We’ve been out to a lot of the European festivals. I was at Glastonbury this past year and that’s kind of like the Grandaddy of festivals and as much as you feel like “wow, we have a great festival and we’ve done so much” there is so much further to go as well. And every year we really try to step up the event, and there is a lot to manage out there from just infrastructure and the portolets and the roads and the traffic, but the feel of the event. There is so much room and as big as the event is, it has a long way to go too.

Would you say it gets easier every year or is it getting tougher?

I think in some ways it becomes easier, because we walk into the same things going into our fourth year. We know a lot of the infrastructure is built already, we’ve been at the same site so a lot of the people who know the event from a programming standpoint, the agents, the managers, the town, they all know about the event so it’s already established. In that way it’s easier. And yet there are some aspects that it gets harder. Lets say from a programming standpoint, to keep it at the level to keep presenting, it’s a challenge. Politically sometimes things get harder and sometimes there is more pressure, but overall it gets easier, but there is always going to be a challenge to putting on this kind of event. Whether there are things that are going to be out of your control, [like] the weather.

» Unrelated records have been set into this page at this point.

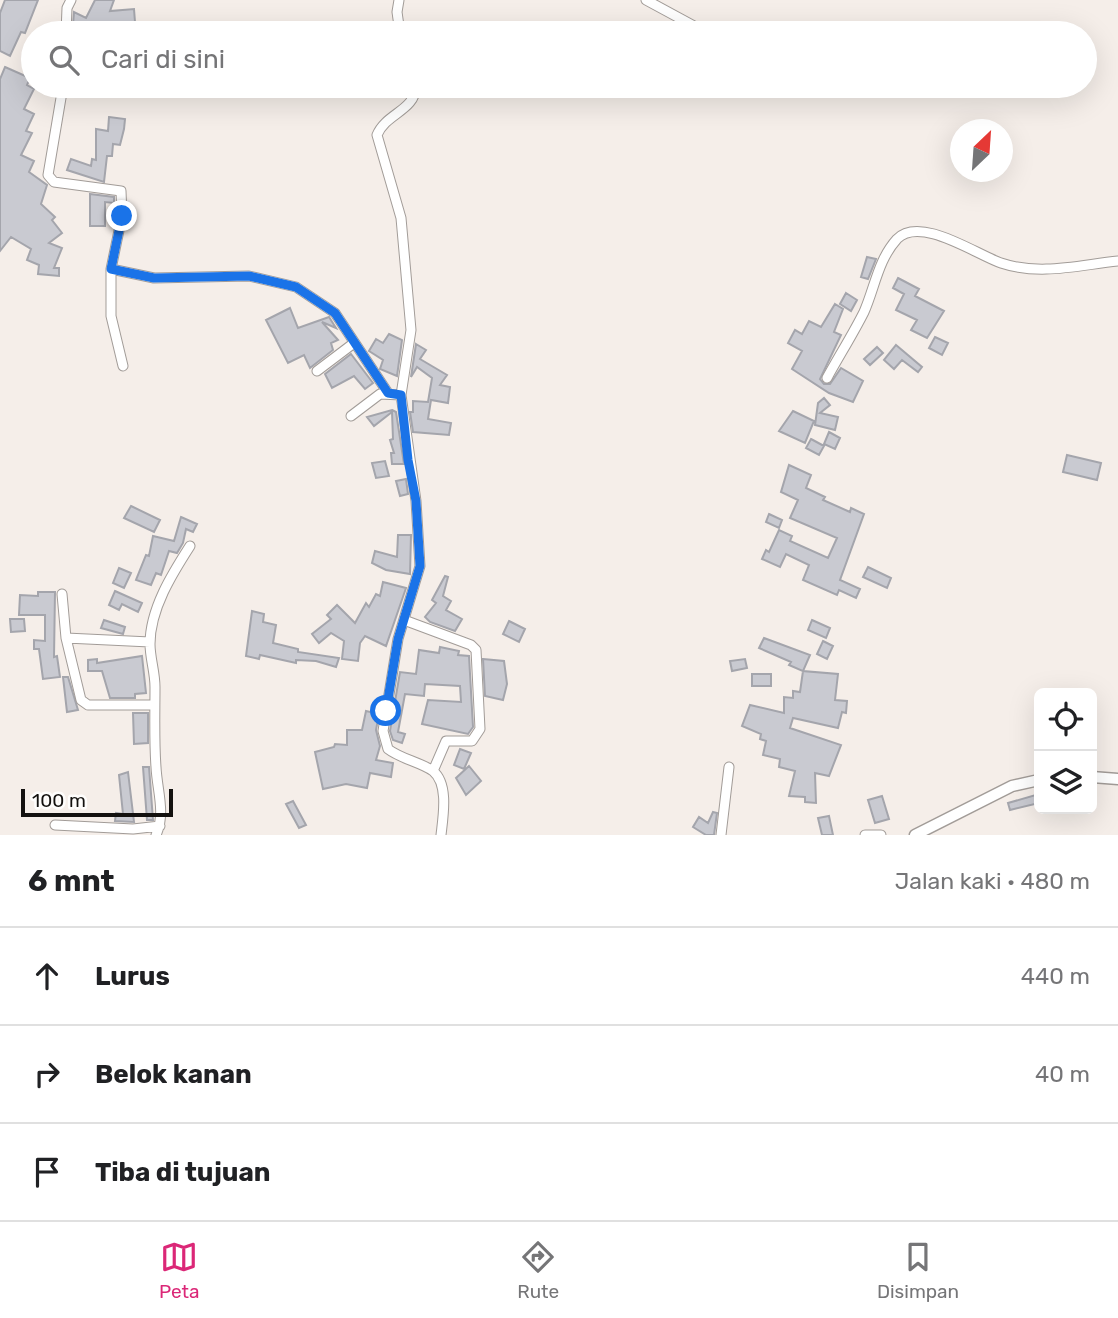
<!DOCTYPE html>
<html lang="id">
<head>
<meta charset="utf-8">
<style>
	:root { --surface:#fff; --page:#f6f6f6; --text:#202124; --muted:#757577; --line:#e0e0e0; --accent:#db2777 }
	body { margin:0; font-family:Rubik,sans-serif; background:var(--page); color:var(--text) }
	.controls { position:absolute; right:21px; bottom:21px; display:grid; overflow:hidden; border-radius:10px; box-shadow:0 7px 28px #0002 }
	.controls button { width:63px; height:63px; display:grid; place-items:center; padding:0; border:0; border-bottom:2px solid var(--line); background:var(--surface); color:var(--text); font:35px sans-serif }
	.compass { position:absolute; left:950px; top:119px; width:63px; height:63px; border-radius:50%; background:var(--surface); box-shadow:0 7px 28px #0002; rotate:25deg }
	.scale { position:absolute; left:21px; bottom:18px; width:152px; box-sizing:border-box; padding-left:7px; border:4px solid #13110f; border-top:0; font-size:19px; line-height:24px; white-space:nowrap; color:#13110f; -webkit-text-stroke:5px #fefdfc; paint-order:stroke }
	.stop { position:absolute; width:21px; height:21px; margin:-16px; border:5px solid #1a73e8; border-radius:50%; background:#fff }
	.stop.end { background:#1a73e8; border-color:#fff; box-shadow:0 2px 7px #0008 }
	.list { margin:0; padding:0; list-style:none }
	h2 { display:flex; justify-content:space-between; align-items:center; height:91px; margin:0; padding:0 28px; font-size:30px }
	h2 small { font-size:23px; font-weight:400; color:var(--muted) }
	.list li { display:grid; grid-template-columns:46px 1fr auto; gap:21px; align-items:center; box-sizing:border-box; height:98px; padding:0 28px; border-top:2px solid var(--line) }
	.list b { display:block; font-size:26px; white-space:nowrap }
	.list em { font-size:23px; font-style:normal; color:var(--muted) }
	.icon { flex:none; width:38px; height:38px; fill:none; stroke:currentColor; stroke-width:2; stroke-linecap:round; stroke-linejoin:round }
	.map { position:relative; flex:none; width:1118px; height:835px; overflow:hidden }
	.search { position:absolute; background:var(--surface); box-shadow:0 7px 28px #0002; left:21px; right:21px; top:21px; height:77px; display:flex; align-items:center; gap:18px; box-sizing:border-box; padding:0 24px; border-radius:38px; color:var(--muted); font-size:26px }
	.sheet { height:385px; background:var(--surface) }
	nav { display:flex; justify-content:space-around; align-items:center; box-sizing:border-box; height:98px; border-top:2px solid var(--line); background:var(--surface); font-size:19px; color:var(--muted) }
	nav a { display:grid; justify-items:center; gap:4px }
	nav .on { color:var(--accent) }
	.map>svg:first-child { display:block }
</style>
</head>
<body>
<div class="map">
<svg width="1118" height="835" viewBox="0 0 1118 835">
	<rect width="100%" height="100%" fill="#f5eee9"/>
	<!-- building -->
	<path fill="#c9cad1" stroke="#a4a5ac" stroke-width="2" d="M5 0H38L25 33 21 32 10 56 0 51V13Z
		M95 0H114L110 11 134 9 135 22 98 25 119 33H81L83 29 73 25 74 12 86 18Z
		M5 67 30 78 27 85 34 89 24 109 34 114 26 131 32 133 21 155 34 161 29 172 47 185 41 204 55 217 52 220 62 233 49 243 62 248 54 268H59V276L38 274 39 265 27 260 31 249 11 237 0 251V79Z
		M109 117 125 119 124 129 120 145 113 144 112 156H107L104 182 67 170 71 159 91 166 92 159 96 160V129L108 131Z
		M90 194 114 197V203L105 202V226H90Z
		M867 257 876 259 868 279 861 277Z
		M898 278 919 289 915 296 944 311 927 338 911 330 917 320 896 310 904 294 893 288Z
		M846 293 857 300 851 311 840 304Z
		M835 304 843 309 834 332 841 335 820 379 824 384H830L841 368 863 381 853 402 829 393 792 369 802 351 788 343 795 330 802 334 809 321 821 327Z
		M290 308 298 328 329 317 336 328 322 322 338 340 331 343 333 350 310 368 304 355 288 363 266 320Z
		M389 334 402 340 397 376 380 369 383 360 369 351 376 339 383 343Z
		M935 337 948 343 942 355 929 348Z
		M416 344 426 350 420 359 447 375 440 385 450 387 448 403 431 400 428 419 451 423 449 435 413 432 410 412H413V401L428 402 432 378 417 367 411 377Z
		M896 345 922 367 918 372 902 360 894 369 884 360Z
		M877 347 883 353 870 365 864 359Z
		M351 354 373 383 365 389 354 376 332 388 325 374Z
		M824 398 830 405 820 413 838 417 835 430 815 425 818 403Z
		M392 410 396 412 404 464H392L391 453H394L390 440 393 439 392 412 374 426 367 417Z
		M793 411 814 421 805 443 779 431Z
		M829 432 840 438 835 449 824 444Z
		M811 439 824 446 819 455 806 448Z
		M1067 455 1101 463 1097 480 1063 472Z
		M385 461 389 476 376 478 372 463Z
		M789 465 811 475 806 488 825 497 823 500 850 512 851 508 864 514 840 580 860 589 856 598 839 590 837 595 803 580 809 565 786 554 780 567 762 559 766 550 769 552 779 530 792 536 790 541 828 558 837 538 790 518 798 500 781 492Z
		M406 479 408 494 400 496 396 481Z
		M131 506 160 520 154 532 124 518Z
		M769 514 782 520 779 528 766 522Z
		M181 517 197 524 193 532 186 529 183 543 177 553 169 551 161 575 156 573 151 585 136 580 146 555 149 556 153 536 174 541Z
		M398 535H411L410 574 386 570 372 563 375 551 397 557Z
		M868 567 891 578 887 588 863 577Z
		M119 568 131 573 124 588 113 583Z
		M445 576 448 577 443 596 451 601 446 610 462 619 455 631 430 622 425 617 436 603 432 600Z
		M383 582 406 588 386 646 365 636 360 643 358 661 342 659 344 641 331 633 319 643 312 634 331 619 327 615 337 605 355 623 366 603 369 607 376 594 380 596Z
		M115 591 142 603 138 612 122 604 119 610 109 605Z
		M38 592H55L54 657 57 656 60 677 43 679 39 649H34V640L45 641V615H19L20 595 38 596Z
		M252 611 264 614 263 622 276 625 273 643 298 649V652L339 658 336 667 316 661 296 660V663L260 655 259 659 246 656Z
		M10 619H24L25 631 11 632Z
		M104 620 125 627 123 634 101 628Z
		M812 620 830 628 826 638 808 630Z
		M509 621 525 629 519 642 503 634Z
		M764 638 810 655 803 671 838 674 835 700 847 701 846 713 842 712 838 728 793 718 790 728 841 745 829 776 815 773 816 803 805 802V797L789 796 795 771 779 767 780 759 763 755 766 741 760 739 761 734 742 726 750 705 784 713V697L793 698V691L800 692 803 671 789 665 791 662 759 648Z
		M823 641 833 646 827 659 817 654Z
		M440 647 459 651 458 655 469 656 473 727 468 734 422 724 428 700 461 702 460 686 425 684 424 696 405 694 398 732 405 734 402 743 393 740 390 731 400 672 416 674 419 650 439 653Z
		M142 656 146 693 135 694V698H110L102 671H88V660L97 659V663Z
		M483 659 504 661 507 684 503 700 485 696Z
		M745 659 747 668 732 671 730 661Z
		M752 674H771V686H752Z
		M63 677H68L78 710 67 712Z
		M366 711 379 714 376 730 380 746 376 760 393 763 391 777 370 773 367 788 346 784 323 789 315 752 334 747 335 744 347 745V730H362Z
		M133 713H148V743L134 744Z
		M460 749 471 753 464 769 454 765Z
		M469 766 481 781 466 795 456 778Z
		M143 767H149L153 820H147Z
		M128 772 134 822 115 821 116 813 123 814 119 775Z
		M1039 794V803L1010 810 1008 803Z
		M882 796 889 819 875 823 868 800Z
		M293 801 306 825 299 828 286 804Z
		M713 812 717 813 714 835H706L693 827 699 817 708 823Z
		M829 816 833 835H822L818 818Z"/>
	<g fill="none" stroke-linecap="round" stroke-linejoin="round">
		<defs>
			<path id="minor" d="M399 0 397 12 400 33
				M646 0 707 33
				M66 33 67 8 71 0
				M63 86 48 175 54 182 121 191 122 216 111 269 154 278 249 276 296 287 335 313 388 393
				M111 269V316L123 366
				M317 371 354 343
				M827 378C839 356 853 334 864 312 875 287 878 260 897 239 920 215 977 255 1001 263 1040 276 1079 265 1118 261
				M401 395 411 330 401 218 377 135C386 113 415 111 416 86
				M351 416 380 394 401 395 416 501 420 566 398 639 383 731 388 749C401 759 420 762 433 771 449 784 443 817 441 835
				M62 594 66 638 81 700 88 705H153
				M404 620 471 645 476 650 480 729 472 741H446L433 771
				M66 638 150 642
				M55 825 133 829 160 826
				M156 835C166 813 157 790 156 767 154 740 155 713 155 687 155 672 150 658 150 644 150 609 172 574 190 546
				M721 835 729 767
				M865 835H881"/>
			<path id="tertiary" d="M1092 777 1118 779
				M915 835 1012 786 1039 780"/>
		</defs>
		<!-- minor casing -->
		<use href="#minor" stroke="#a29c98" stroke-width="11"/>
		<!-- tertiary casing -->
		<use href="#tertiary" stroke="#a29c98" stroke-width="13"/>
		<!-- minor -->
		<use href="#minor" stroke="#fff" stroke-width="9"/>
		<!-- tertiary -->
		<use href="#tertiary" stroke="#fff" stroke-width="10"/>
	</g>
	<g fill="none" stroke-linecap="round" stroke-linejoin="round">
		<!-- route -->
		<path stroke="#1a73e8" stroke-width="9" d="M122 216 111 269 154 278 249 276 296 287 335 313 388 393 401 395 408 460 416 501 420 566 398 639 386 711"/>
	</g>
</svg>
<div class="controls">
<button><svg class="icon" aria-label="locate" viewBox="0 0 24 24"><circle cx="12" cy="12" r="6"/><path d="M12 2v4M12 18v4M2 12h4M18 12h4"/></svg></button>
<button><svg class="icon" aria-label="layers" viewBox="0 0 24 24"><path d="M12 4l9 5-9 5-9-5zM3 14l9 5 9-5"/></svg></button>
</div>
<svg class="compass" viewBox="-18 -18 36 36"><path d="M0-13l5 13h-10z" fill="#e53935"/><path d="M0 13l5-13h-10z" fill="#757577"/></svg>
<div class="scale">100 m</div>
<div class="stop" style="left:386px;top:711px"></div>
<div class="stop end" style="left:122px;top:216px"></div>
<div class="search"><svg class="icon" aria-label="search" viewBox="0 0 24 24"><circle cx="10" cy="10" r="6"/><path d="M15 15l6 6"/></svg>Cari di sini</div>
</div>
<section class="sheet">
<h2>6 mnt<small>Jalan kaki · 480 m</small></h2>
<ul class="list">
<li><svg class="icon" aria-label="ahead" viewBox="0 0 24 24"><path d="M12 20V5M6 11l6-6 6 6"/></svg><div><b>Lurus</b></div><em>440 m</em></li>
<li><svg class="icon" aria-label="right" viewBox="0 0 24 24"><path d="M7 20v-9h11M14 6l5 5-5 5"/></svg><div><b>Belok kanan</b></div><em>40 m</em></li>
<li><svg class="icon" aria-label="arrive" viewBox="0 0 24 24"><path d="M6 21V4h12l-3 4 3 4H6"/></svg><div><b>Tiba di tujuan</b></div></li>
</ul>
</section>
<nav>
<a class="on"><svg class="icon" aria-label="map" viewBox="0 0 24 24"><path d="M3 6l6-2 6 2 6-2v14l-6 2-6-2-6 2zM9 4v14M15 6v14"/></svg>Peta</a>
<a><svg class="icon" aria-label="directions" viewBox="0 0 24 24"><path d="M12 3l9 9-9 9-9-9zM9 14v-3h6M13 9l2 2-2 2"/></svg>Rute</a>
<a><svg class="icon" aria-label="saved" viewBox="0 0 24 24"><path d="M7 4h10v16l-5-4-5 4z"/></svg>Disimpan</a>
</nav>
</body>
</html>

Every single year we learn something new and we realize we still have a long way to go and it just isn’t like, “great, we’re done with this.” There are a lot of parts to the event.

In terms of the other aspects of Bonnaroo, like The Mardi Gras parade or having comedians – how is that all run and organized?

Well each of the partners, we bring in all different kinds of ideas. So all of us kind of have brought a lot to the table. Music is definitely the biggest element of the event, but we want to create something bigger than that. I think the comedy tent or whether it be some of the activities like the classic arcade, the digital download tent, I think that’s all part of the experience and you know we really want to have so many things going on there.

Each year it seems to get better, and you’ve managed to avoid any big problems like power outages or unforeseen tragedies. As an organizer, do you continually have your fingers crossed throughout the weekend?

The stuff that I worry about the most is the stuff that you can’t worry about too much, because it’s out of your control. It’s the safety of the festival goers, the weather, these are the things, you build the best team, have the best service down there, take the best precautions, but there are certain things that are out of your control. And that applies whether you are putting on a concert, running a club or an event with 90,000. We know we have a lot of responsibility out there and we take it very serious, but we surround ourselves with the best team possible. Every year we look at how do we continue to improve this event, how do we continue to make smart, long-term decision making?

Have you tried to make the Tennessee site bigger capacity wise?

I don’t think our goal is to keep pushing the capacity. I think we want to focus on making it the best event possible in the amount of space that we have. Our goal is not to jam as many people in there as possible. I think that we’re going to bring other aspects of the event like the arts end of the event and continue to expand.

n a final note, what are your personal favorite moments from Bonnaroo since this all began?

Well, probably my number one favorite moment was, well, first of all I’m a huge Neil Young fan, and to have the honor of Neil Young play my event and to be chanting “Bonnaroo,” it was kind of surreal to have your hero fifteen feet away and there are like 80,000 people out there chanting the name of your festival. I remember thinking about the name and it was kind of like surreal. So that was probably my biggest highlight. I think from a business end, I think the first year when we put the event up, and we put the tickets up for sale, you just really didn’t know what to expect, and the fact that it just took off with no traditional advertising…it was kind of like that commercial where they put up a website where sales keep going and going and going. It was kind of like a turning point of my career and it was just something that you felt like something special was happening.